::: Supplied information
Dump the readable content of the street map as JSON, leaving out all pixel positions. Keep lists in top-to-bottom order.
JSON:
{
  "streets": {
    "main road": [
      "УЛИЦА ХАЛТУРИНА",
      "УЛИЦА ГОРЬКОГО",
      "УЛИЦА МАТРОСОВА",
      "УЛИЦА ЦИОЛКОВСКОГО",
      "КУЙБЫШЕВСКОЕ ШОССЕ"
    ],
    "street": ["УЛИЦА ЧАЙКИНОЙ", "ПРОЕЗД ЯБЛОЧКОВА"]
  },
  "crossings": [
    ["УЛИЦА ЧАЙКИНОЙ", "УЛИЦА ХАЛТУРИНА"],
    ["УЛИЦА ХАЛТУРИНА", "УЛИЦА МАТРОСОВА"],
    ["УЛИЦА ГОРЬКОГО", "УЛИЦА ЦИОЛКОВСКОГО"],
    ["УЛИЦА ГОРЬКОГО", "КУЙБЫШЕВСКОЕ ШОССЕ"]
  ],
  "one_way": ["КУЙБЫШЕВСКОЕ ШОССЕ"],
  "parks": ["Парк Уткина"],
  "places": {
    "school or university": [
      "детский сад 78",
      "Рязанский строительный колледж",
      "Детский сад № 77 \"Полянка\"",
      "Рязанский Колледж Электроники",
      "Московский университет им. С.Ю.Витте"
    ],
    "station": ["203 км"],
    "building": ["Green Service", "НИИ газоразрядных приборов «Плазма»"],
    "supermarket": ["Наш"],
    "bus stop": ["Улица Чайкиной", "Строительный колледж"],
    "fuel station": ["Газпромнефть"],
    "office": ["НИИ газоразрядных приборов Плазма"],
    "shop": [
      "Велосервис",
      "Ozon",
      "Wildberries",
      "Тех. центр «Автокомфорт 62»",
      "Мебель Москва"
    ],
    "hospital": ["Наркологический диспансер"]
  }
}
::::::
Retype all of the entries precisely as they are.

#### Exercise response
Dump the readable content of the street map as JSON, leaving out all pixel positions. Keep lists in top-to-bottom order.
JSON:
{
  "streets": {
    "main road": [
      "УЛИЦА ХАЛТУРИНА",
      "УЛИЦА ГОРЬКОГО",
      "УЛИЦА МАТРОСОВА",
      "УЛИЦА ЦИОЛКОВСКОГО",
      "КУЙБЫШЕВСКОЕ ШОССЕ"
    ],
    "street": ["УЛИЦА ЧАЙКИНОЙ", "ПРОЕЗД ЯБЛОЧКОВА"]
  },
  "crossings": [
    ["УЛИЦА ЧАЙКИНОЙ", "УЛИЦА ХАЛТУРИНА"],
    ["УЛИЦА ХАЛТУРИНА", "УЛИЦА МАТРОСОВА"],
    ["УЛИЦА ГОРЬКОГО", "УЛИЦА ЦИОЛКОВСКОГО"],
    ["УЛИЦА ГОРЬКОГО", "КУЙБЫШЕВСКОЕ ШОССЕ"]
  ],
  "one_way": ["КУЙБЫШЕВСКОЕ ШОССЕ"],
  "parks": ["Парк Уткина"],
  "places": {
    "school or university": [
      "детский сад 78",
      "Рязанский строительный колледж",
      "Детский сад № 77 \"Полянка\"",
      "Рязанский Колледж Электроники",
      "Московский университет им. С.Ю.Витте"
    ],
    "station": ["203 км"],
    "building": ["Green Service", "НИИ газоразрядных приборов «Плазма»"],
    "supermarket": ["Наш"],
    "bus stop": ["Улица Чайкиной", "Строительный колледж"],
    "fuel station": ["Газпромнефть"],
    "office": ["НИИ газоразрядных приборов Плазма"],
    "shop": [
      "Велосервис",
      "Ozon",
      "Wildberries",
      "Тех. центр «Автокомфорт 62»",
      "Мебель Москва"
    ],
    "hospital": ["Наркологический диспансер"]
  }
}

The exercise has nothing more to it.